**WORK TASK**
Each line of the records below that includes "none" adds one to the count; state the final count by itself.

──────────

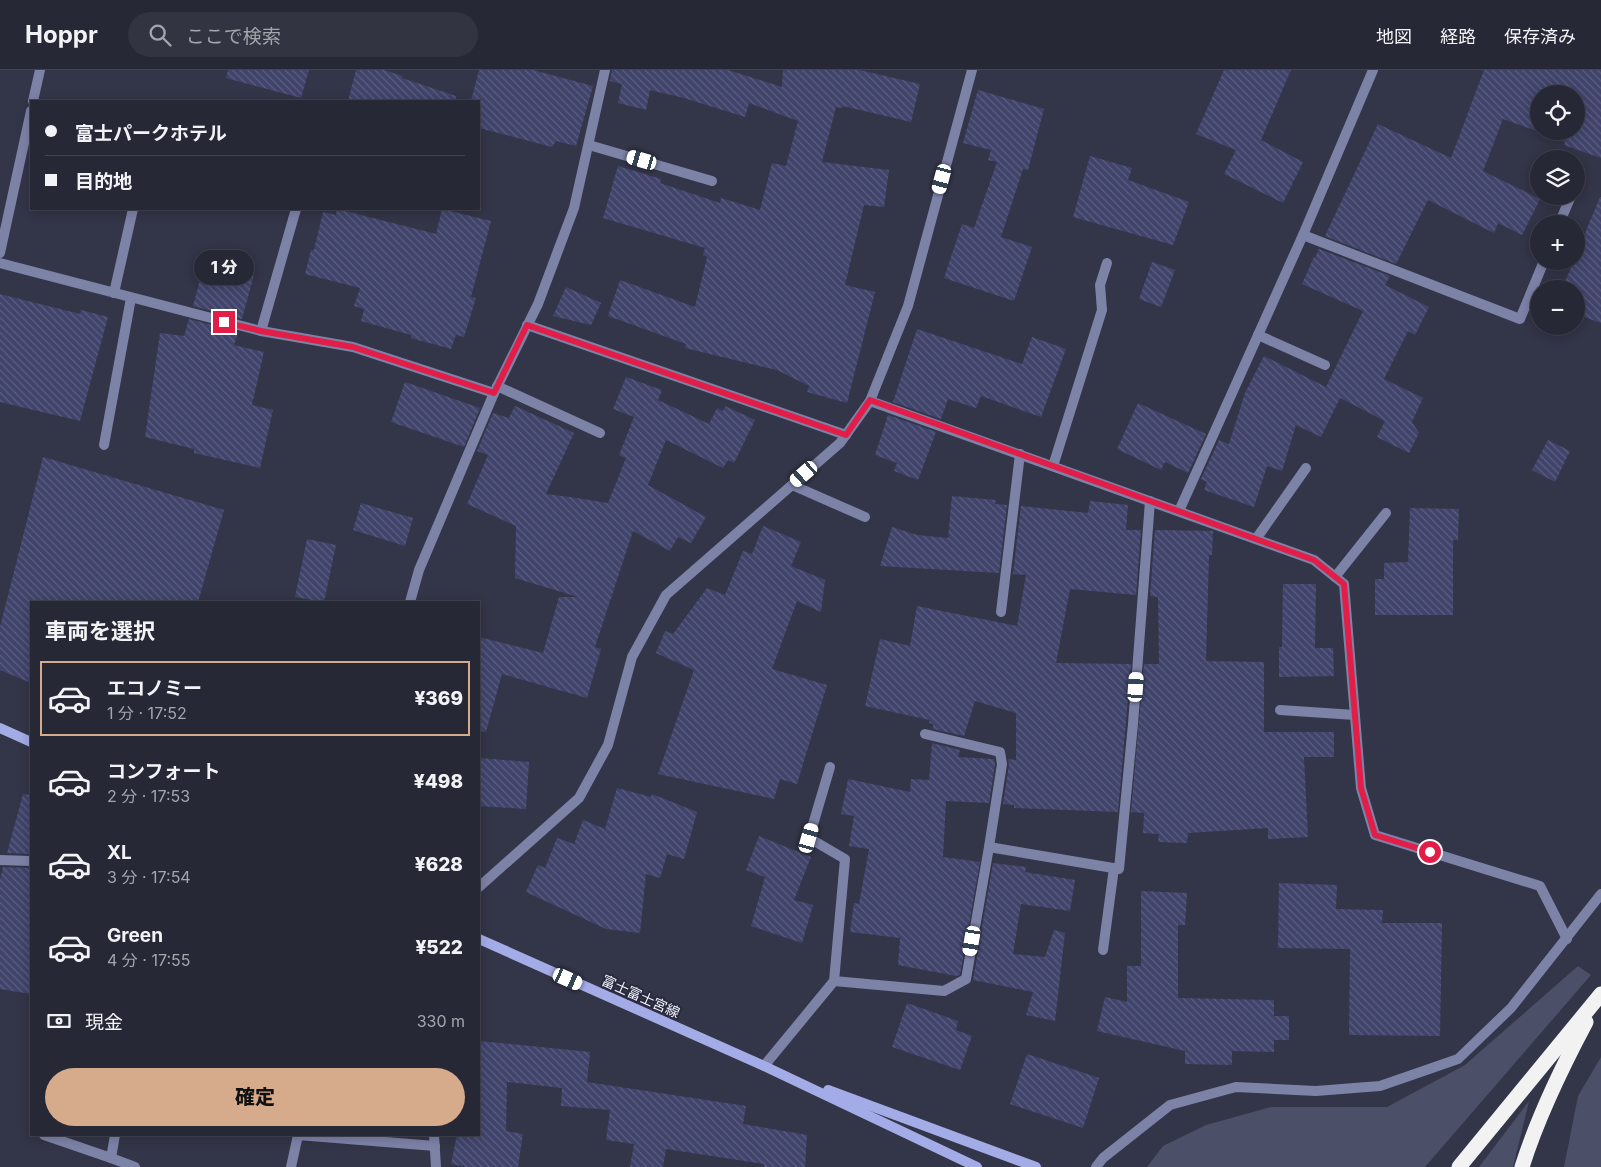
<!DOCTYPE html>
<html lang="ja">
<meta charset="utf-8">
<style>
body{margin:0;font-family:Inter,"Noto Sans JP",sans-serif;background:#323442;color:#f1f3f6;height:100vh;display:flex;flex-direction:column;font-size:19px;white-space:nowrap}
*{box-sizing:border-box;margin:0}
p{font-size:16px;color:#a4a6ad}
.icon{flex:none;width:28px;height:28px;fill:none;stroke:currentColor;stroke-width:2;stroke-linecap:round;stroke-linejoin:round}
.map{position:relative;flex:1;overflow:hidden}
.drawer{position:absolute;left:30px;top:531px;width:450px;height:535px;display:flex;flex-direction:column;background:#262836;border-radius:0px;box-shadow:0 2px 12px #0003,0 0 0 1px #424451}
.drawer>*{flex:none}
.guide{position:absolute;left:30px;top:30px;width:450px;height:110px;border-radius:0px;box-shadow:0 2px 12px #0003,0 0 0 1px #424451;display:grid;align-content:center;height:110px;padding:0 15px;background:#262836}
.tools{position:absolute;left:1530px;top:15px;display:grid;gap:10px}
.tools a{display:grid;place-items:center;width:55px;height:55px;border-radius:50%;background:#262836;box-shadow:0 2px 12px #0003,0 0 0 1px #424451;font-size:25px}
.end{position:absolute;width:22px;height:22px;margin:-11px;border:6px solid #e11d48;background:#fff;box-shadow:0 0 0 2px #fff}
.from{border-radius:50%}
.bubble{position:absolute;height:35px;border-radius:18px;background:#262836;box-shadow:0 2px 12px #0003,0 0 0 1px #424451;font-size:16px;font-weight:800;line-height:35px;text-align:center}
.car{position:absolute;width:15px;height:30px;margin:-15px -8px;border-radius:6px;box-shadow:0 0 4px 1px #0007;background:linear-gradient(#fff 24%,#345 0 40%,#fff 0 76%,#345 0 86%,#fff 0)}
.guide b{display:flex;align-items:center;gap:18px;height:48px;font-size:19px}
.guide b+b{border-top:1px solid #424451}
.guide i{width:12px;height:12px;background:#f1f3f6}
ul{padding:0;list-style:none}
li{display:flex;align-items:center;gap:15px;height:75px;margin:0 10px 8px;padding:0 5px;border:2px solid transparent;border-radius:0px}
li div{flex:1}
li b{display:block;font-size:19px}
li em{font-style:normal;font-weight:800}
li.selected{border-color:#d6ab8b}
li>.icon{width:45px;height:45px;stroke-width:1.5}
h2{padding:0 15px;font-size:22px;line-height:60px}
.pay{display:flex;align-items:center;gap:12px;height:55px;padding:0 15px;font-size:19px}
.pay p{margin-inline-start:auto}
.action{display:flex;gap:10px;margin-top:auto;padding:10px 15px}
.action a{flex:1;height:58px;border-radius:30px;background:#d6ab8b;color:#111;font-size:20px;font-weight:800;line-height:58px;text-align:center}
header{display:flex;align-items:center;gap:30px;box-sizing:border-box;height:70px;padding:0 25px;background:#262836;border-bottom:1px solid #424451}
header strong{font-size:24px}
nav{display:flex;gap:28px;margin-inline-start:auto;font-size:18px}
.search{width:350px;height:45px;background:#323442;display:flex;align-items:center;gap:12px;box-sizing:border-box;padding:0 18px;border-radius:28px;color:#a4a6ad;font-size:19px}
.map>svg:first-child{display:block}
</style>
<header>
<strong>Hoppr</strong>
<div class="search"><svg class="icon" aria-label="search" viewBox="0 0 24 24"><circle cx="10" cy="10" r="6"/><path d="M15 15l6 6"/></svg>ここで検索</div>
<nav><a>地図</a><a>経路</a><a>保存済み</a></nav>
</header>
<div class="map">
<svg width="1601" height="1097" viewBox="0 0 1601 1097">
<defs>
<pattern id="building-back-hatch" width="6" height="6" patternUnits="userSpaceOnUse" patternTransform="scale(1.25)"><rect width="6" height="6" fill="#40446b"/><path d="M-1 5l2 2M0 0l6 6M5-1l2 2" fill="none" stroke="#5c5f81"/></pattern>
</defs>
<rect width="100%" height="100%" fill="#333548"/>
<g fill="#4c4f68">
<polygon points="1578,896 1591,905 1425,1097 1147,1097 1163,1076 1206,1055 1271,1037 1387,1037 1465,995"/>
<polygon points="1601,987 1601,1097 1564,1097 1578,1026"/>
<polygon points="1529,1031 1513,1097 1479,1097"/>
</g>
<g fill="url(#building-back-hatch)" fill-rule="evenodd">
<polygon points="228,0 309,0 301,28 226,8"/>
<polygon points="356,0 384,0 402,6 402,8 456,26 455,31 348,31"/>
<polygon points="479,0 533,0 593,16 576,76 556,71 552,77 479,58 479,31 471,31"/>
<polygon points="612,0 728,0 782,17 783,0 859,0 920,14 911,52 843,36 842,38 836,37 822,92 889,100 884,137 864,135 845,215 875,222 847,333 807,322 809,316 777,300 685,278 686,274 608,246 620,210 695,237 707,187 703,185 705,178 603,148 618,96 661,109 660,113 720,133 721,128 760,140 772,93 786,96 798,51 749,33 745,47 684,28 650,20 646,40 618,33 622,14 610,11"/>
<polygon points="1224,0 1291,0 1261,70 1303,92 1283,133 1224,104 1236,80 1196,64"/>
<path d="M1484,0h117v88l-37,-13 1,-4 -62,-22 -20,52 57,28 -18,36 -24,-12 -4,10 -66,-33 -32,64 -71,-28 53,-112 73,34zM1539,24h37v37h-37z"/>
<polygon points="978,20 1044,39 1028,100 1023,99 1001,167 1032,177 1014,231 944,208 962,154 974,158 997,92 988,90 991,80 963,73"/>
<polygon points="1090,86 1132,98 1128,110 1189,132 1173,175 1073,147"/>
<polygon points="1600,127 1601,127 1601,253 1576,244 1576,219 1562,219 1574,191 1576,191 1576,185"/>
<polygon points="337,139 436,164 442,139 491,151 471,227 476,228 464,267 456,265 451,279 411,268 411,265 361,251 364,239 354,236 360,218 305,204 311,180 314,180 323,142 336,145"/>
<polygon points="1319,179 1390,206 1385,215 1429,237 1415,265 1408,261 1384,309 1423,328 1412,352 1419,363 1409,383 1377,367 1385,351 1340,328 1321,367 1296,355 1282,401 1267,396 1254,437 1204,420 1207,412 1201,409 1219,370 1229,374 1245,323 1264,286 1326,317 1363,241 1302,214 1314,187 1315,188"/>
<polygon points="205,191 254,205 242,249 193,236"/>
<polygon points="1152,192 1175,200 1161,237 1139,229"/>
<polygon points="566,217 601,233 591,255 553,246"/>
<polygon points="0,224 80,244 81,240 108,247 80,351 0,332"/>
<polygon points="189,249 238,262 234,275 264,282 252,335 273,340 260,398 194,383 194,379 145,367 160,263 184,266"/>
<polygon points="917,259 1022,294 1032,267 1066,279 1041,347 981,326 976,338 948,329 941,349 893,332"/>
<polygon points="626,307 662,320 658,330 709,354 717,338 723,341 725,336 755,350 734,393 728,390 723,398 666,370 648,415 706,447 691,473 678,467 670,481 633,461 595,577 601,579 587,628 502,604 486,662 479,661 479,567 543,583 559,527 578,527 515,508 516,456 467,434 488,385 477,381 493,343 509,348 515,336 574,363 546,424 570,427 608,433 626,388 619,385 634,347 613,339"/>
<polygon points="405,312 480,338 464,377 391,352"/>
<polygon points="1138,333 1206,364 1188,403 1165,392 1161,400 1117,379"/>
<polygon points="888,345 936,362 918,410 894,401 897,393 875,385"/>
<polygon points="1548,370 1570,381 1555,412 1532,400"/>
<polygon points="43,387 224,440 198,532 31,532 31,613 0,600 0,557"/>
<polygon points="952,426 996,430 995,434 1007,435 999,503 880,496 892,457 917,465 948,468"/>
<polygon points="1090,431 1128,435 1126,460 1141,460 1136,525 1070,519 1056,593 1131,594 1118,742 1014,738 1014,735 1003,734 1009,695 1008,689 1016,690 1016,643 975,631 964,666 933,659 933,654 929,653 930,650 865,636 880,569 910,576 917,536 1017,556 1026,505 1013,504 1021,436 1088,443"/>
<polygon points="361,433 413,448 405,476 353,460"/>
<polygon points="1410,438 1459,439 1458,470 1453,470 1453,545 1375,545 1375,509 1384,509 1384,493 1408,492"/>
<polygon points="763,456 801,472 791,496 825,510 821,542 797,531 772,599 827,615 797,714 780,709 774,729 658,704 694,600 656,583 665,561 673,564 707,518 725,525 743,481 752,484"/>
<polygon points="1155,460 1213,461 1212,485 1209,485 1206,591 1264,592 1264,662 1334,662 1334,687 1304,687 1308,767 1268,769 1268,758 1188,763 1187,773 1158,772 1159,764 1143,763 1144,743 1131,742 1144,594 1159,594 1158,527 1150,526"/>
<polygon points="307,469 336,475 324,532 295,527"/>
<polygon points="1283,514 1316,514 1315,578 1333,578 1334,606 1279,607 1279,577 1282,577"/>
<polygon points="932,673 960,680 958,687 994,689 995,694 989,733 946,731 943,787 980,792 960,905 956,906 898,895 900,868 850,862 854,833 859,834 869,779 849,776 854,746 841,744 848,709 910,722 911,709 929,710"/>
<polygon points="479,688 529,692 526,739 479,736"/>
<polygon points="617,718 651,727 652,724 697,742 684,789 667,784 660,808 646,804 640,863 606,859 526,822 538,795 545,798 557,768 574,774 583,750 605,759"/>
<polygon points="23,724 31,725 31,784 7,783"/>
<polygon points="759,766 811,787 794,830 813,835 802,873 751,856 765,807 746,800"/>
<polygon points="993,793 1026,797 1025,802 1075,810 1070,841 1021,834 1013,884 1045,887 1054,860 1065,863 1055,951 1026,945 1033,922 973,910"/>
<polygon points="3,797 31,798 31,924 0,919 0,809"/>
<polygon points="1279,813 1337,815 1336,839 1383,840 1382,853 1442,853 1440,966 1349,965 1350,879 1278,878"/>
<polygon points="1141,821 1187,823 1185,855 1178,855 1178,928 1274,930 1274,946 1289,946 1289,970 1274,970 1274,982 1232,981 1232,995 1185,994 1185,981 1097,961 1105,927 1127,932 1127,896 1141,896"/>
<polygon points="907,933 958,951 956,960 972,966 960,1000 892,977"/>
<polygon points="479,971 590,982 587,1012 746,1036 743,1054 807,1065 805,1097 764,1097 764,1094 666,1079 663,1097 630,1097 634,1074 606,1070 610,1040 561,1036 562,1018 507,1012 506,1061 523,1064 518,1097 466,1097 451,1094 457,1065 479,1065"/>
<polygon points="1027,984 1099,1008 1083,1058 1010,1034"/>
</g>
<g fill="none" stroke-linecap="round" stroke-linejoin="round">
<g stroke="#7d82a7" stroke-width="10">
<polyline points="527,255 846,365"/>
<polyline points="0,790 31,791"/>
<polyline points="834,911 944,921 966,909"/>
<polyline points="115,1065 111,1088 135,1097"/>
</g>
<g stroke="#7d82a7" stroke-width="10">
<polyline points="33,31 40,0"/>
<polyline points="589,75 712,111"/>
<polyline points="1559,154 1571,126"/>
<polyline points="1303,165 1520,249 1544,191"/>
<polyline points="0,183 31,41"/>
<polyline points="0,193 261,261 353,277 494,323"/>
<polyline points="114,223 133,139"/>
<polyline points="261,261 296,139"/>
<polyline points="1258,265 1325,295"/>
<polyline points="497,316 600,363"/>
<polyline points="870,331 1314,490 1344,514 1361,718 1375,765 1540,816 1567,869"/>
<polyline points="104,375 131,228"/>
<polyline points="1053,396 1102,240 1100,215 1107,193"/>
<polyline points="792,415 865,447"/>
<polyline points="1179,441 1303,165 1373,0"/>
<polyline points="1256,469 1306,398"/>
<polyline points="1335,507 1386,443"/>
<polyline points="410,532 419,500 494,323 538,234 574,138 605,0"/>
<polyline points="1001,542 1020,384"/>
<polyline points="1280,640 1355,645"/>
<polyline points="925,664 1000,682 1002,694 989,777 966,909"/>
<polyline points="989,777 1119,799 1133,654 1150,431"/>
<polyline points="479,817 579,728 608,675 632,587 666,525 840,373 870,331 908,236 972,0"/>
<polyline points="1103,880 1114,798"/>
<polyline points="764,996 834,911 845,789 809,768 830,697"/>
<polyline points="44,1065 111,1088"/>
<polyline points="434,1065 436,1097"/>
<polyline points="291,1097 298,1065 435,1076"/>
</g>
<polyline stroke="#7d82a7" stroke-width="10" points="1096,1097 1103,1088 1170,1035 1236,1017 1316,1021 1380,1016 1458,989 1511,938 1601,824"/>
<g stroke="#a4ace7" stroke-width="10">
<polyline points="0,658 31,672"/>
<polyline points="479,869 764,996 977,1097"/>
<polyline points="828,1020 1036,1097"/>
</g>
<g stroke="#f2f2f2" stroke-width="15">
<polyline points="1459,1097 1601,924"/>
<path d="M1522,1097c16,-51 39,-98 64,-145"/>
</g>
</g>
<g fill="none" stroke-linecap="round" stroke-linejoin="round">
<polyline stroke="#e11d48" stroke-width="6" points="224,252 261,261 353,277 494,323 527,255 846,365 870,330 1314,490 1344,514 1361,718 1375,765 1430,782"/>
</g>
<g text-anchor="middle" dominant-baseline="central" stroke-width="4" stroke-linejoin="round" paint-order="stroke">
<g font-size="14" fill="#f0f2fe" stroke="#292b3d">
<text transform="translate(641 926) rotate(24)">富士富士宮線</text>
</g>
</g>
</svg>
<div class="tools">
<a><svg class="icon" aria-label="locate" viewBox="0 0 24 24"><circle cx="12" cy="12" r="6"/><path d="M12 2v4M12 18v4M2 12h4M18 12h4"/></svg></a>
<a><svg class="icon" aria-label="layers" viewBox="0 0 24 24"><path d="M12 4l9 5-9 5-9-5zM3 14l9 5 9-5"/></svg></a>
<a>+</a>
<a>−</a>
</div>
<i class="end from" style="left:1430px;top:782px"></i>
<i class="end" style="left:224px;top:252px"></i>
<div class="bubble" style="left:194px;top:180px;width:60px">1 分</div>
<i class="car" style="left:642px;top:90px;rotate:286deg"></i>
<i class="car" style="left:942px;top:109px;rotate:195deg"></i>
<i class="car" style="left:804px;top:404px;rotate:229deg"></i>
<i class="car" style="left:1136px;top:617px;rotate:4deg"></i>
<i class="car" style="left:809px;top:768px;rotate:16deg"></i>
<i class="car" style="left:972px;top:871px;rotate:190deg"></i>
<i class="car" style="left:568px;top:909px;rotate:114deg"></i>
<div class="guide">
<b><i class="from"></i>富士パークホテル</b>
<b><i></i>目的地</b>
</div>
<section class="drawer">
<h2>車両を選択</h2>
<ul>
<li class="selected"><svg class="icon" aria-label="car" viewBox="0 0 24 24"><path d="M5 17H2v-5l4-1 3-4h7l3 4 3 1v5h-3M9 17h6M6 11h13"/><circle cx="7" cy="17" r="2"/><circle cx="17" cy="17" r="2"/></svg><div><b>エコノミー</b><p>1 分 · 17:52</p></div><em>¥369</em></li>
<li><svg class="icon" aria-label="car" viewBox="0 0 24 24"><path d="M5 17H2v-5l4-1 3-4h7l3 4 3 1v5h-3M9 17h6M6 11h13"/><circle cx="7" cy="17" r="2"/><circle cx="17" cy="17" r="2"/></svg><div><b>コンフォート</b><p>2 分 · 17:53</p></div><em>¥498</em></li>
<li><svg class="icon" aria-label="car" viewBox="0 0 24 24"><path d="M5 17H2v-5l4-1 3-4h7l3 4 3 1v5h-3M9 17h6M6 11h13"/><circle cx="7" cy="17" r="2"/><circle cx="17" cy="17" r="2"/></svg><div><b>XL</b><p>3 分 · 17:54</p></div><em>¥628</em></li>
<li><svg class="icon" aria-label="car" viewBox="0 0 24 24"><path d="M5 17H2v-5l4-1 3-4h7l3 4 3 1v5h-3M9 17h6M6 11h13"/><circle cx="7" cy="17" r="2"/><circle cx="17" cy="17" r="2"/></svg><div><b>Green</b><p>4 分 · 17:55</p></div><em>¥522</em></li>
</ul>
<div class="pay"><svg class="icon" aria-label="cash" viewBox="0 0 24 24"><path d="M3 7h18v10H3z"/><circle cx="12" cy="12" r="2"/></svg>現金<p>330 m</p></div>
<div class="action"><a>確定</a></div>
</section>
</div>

──────────

**SOLVED PROBLEM**
6